The search did detect certain rare and biologically important modifications such as glutamylation of nucleophosmin (NPM1), which, the authors noted, is the first identification of glutamylated NPM1. They also identified previously unreported mutations due both to amino acid substitutions and insertions.

Gygi characterized the study's major finding as establishing that the majority of unassigned spectra do indeed stem from peptides with unexpected modifications.

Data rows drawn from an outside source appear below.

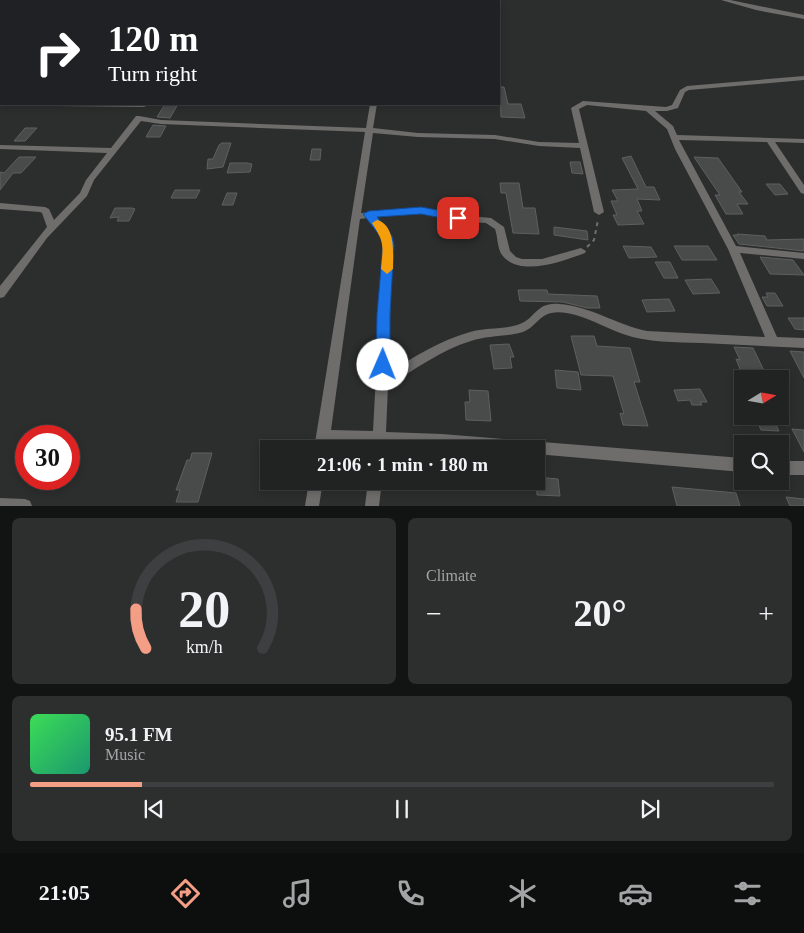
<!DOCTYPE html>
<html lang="en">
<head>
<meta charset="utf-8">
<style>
	:root { --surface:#212222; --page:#2d2f2f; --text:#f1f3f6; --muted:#a2a4a5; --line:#3e3f40; --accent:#f49e86 }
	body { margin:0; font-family:"Times New Roman",serif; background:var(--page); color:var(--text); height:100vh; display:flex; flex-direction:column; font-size:19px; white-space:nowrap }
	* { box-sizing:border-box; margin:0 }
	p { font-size:16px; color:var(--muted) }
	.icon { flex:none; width:28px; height:28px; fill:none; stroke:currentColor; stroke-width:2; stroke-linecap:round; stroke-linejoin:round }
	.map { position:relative; height:506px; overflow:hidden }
	.drawer { display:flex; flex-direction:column; gap:12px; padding:12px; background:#121313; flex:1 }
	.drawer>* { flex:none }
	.hud { position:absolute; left:0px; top:0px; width:500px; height:105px; box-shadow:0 2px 8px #0003,0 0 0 1px var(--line); background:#202124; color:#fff; overflow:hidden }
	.needle { width:32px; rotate:79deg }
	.fabs { position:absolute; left:734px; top:370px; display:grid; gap:10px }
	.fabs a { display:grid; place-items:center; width:55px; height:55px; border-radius:0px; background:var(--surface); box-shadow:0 2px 8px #0003,0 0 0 1px var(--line); font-size:25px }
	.speed { position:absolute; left:15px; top:425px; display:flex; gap:10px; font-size:25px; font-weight:700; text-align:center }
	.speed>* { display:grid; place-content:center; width:65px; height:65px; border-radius:50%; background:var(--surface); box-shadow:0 2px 8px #0003,0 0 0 1px var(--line); line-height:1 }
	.speed .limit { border:8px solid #d22; background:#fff; color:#111 }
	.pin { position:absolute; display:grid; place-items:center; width:42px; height:42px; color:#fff; margin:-21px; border-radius:10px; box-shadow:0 2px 8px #0006 }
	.me { position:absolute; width:55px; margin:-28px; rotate:1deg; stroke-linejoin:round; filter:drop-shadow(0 0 4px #0008) }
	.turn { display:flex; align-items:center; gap:18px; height:105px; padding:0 25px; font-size:22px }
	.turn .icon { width:65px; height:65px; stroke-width:2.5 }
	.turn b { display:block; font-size:35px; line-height:42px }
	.big { font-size:38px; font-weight:700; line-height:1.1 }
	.drawer .card { flex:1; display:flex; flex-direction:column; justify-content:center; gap:8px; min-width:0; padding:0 18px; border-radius:8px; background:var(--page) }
	.drawer .dial { align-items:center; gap:0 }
	.dial svg { height:130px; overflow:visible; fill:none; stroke:var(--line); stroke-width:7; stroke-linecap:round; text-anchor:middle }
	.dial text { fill:var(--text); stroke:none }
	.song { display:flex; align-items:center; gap:15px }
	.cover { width:60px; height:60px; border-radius:8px; background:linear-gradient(135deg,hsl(130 70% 55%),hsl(160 70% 35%)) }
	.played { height:5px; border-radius:2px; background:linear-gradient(90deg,var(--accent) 15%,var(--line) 15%) }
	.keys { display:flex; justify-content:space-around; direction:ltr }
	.heat { display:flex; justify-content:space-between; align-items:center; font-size:28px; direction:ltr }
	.drawer .tiles { flex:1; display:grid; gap:12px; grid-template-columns:1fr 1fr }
	.card:last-child { grid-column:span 2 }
	.trip { position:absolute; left:260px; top:440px; width:285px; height:50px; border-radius:0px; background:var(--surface); box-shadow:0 2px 8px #0003,0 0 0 1px var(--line); font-weight:700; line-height:50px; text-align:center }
	.tabs { display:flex; height:80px; justify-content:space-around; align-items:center; background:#0d0e0e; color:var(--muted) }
	.tabs .icon { width:35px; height:35px }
	.tabs .selected { color:var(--accent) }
	.tabs b { font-size:22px; color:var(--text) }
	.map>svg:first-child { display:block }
	.building { fill:#484b4a; stroke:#5d605f }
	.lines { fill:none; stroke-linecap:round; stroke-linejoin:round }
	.path { stroke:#6e706f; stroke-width:2; stroke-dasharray:4 4; stroke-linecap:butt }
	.minor { fill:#6e6d6c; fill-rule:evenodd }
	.route { fill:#1a73e8; stroke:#114b97 }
	.slow { fill:#f59e0b }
</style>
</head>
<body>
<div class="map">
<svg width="804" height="506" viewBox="0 0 804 506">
	<rect width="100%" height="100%" fill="#2c2e2d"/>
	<g class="building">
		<polygon points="500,87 504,87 508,104 521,104 525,118 501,117"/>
		<polygon points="165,104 178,104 170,118 157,117"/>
		<polygon points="153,125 166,126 160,137 146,137"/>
		<polygon points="25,128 37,128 25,141 14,141"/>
		<polygon points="222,143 231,143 223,167 207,169 208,159 213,159 219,145"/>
		<polygon points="312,149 321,149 320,160 310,160"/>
		<polygon points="631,156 646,187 654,187 660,200 637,199 642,211 637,211 644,224 618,225 613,215 617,215 611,201 618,201 612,190 638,189 622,158"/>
		<polygon points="19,157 36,157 21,173 13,173 0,190 0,172 4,173"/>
		<polygon points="694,157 718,158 742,192 739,192 748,204 737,204 743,214 726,214 715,195 720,195"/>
		<polygon points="570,162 580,162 583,174 572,173"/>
		<polygon points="230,163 247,163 252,164 250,172 227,173"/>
		<polygon points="500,183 519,183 523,208 535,208 539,234 513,233 506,193 501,193"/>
		<polygon points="766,184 780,184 788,194 775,195"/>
		<polygon points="175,190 200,190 196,198 171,198"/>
		<polygon points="227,193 237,193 233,205 222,205"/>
		<polygon points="115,208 132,208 135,209 129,221 117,221 119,217 110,218"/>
		<polygon points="554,227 587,231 588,240 554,235"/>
		<polygon points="737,234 765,236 767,240 804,239 804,251 739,244 733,235 738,235"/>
		<polygon points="623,246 651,247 657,257 629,258"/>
		<polygon points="674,246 708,246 717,260 682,260"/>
		<polygon points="760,257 793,260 804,275 770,274"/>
		<polygon points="655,262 670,262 678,278 664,278"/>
		<polygon points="711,279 720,293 693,294 685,280"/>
		<polygon points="518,290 547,290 548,294 597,296 600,308 587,308 563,302 520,301"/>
		<polygon points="766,293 775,293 783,306 767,306 762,297 768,297"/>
		<polygon points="669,299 675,311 647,312 642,300"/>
		<polygon points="788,318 804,318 804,330 795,329"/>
		<polygon points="571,336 594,336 597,346 630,348 640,382 634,382 648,426 623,425 620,413 624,414 613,376 581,375"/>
		<polygon points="509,344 514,357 510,357 512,368 494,369 490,345"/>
		<polygon points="734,347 753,348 768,379 744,379 736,359 740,360"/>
		<polygon points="790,351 804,352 804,378"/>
		<polygon points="555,370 578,372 581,390 557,388"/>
		<polygon points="700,389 707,402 700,402 702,405 692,405 690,400 678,401 674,390"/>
		<polygon points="469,390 488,391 491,421 466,420 465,402 470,402"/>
		<polygon points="755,416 772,416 779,431 761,430"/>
		<polygon points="792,429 804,430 804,452"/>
		<polygon points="192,453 212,453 198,502 176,502 180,490 176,490 187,460 190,460"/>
		<polygon points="536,477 558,479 560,496 537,495"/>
		<polygon points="672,487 736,493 740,506 677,506"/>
		<polygon points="786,497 804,499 804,506 790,506"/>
	</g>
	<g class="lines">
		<polyline class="path" points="587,247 594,240 598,220"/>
		<g class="minor">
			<polygon points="336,0 349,0 350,1 336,1"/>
			<polygon points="372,0 378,0 379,1 373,1"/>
			<polygon points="721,0 730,0 804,15 804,19 756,10"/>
			<rect x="0" y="4" width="1" height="4"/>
			<rect x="0" y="37" width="1" height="4"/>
			<rect x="0" y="64" width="1" height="4"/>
			<path d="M804,76V80L689,90L685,92L678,108L667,111H655L673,126L677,135L804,139V143L775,142L804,185V194L801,193L767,142L679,140L736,246L804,253V259L740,253L777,337L804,338V348C770,346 736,345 702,343C675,342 648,343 623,334C603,327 572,308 551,313C540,315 534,328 523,332C506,337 488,335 471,341C441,350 414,370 388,386L386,432L442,434L742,458V472L536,454V449H472L386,444V449H372V444L329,442L328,449H314L365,132L161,124L141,121L94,180L87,196L47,238L4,297L0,298V286L47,227L42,213L40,212L0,209V203L45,207L49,209L54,220L80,193L86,180L107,153L0,149V145L111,148L136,116H139L161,120L366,128L370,104H377L373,128L418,133L495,135L539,142L579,143L571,108L583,101L666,107L672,105L680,90L687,86ZM587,105L646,111L667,129L675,149L728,249L765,337L647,331C617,325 590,306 559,304C536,302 536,318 520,324C504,330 486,327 470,332C441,340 414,357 388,373L393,245L391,236L377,217L421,214L458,221L486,223L495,229C498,237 497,248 502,255C520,278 563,261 585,253L586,251L581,248L542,259H522L516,257L510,251L504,227L491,218L458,215L421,208L361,213L373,133L418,137L495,139L539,146L580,148L594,212L599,215L604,212L579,109ZM367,218L381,237L383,245L373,431L331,430L360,219Z"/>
			<polygon points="0,101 1,104 4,105 0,105"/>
			<polygon points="52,104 147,104 148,105 144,107 56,106"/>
			<rect x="780" y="461" width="24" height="14"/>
			<polygon points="309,481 323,481 319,506 305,506"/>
			<polygon points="368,481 382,481 379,506 365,506"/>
			<polygon points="0,498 25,499 30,501 32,506 0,506"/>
		</g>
	</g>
	<polygon class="route" points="421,207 458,214 463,218 458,221 421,214 377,217 392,236 394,245 390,314 390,365 388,369 383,371 378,369 376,365 377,314 383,245 381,237 363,214 369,211"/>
	<path class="slow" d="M377,220C396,225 393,254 393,269L387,274L381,269C383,246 385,243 372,223Z"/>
</svg>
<div class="fabs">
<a><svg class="needle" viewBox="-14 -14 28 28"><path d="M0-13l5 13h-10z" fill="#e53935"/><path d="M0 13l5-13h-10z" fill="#a2a4a5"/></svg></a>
<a><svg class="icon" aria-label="search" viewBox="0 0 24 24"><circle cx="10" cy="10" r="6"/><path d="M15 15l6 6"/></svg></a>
</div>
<div class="speed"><div class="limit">30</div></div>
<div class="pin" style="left:458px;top:218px;background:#d93025"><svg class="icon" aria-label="arrive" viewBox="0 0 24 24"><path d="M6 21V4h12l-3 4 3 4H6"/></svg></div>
<svg class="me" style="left:383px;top:365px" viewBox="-20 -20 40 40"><circle r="19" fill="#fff"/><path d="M0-13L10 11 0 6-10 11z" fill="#1a73e8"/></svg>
<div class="trip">21:06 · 1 min · 180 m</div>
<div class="hud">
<div class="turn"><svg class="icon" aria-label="right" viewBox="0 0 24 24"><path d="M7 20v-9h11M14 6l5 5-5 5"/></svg><div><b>120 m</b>Turn right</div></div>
</div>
</div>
<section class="drawer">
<div class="tiles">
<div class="card dial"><svg viewBox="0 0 100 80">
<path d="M14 69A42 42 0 1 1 86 69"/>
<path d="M14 69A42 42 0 0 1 8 45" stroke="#f49e86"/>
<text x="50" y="56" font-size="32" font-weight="700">20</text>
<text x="50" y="72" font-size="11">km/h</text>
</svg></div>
<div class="card"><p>Climate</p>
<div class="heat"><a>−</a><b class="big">20°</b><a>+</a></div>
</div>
<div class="card">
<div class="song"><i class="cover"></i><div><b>95.1 FM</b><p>Music</p></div></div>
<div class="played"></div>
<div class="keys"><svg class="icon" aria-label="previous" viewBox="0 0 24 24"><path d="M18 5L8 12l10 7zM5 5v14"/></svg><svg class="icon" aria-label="pause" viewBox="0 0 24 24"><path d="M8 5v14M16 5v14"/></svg><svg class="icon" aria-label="next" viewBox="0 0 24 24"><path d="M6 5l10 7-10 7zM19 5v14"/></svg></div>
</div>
</div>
</section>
<nav class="tabs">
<b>21:05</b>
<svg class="icon selected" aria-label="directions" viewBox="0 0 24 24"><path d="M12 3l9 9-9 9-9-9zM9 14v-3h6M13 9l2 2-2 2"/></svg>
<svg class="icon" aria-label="music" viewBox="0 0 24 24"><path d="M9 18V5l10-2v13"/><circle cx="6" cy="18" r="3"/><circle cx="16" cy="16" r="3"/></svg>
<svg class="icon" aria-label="phone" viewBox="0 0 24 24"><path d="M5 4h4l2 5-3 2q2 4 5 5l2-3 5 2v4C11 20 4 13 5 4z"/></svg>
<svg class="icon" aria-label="climate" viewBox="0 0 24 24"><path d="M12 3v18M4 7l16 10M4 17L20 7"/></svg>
<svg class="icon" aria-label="car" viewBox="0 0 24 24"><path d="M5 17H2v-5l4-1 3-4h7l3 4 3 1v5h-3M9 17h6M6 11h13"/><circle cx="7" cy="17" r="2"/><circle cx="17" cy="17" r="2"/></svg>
<svg class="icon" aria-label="filters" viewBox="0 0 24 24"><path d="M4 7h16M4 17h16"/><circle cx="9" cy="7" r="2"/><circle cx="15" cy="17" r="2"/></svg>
</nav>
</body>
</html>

This finding, he noted, has implications for the limitations of approaches like fractionation in improving proteomic coverage.

"Given that as much as half of all acquired spectra may be derived from modified peptides, more fractionation or longer gradients will not be very productive in shotgun proteomics," he said. "These data suggest that every time you go deeper, another layer of confounding modified peptides could be revealed."

This, Gygi said, suggested that approaches combining shotgun and targeted assays might be the best way to move deep into the proteome.

"Combined approaches might use shotgun proteomics to identify as many peptides as possible and then focused experiments to quantify the ones that matter," he said.